• _Task_:
The answer should hold every line of the listing, unchanged and free of images.

>>

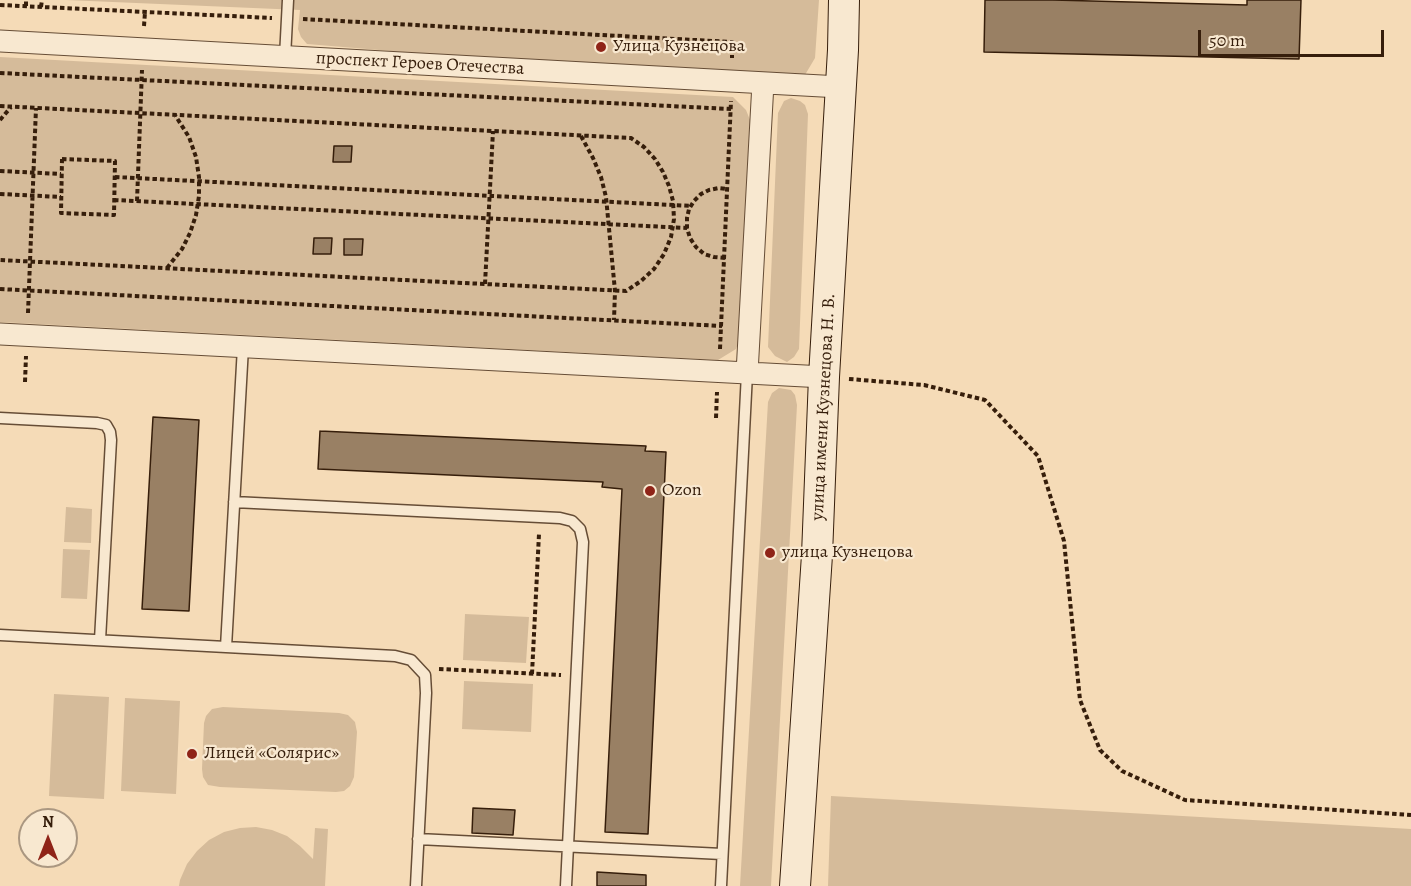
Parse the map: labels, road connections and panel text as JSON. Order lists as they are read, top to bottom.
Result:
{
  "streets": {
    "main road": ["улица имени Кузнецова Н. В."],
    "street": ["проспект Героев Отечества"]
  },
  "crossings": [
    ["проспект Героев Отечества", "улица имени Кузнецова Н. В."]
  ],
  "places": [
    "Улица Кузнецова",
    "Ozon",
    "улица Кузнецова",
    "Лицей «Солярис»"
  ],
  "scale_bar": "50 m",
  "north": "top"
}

<<

• _Task solution_:
Parse the map: labels, road connections and panel text as JSON. Order lists as they are read, top to bottom.
Result:
{
  "streets": {
    "main road": ["улица имени Кузнецова Н. В."],
    "street": ["проспект Героев Отечества"]
  },
  "crossings": [
    ["проспект Героев Отечества", "улица имени Кузнецова Н. В."]
  ],
  "places": [
    "Улица Кузнецова",
    "Ozon",
    "улица Кузнецова",
    "Лицей «Солярис»"
  ],
  "scale_bar": "50 m",
  "north": "top"
}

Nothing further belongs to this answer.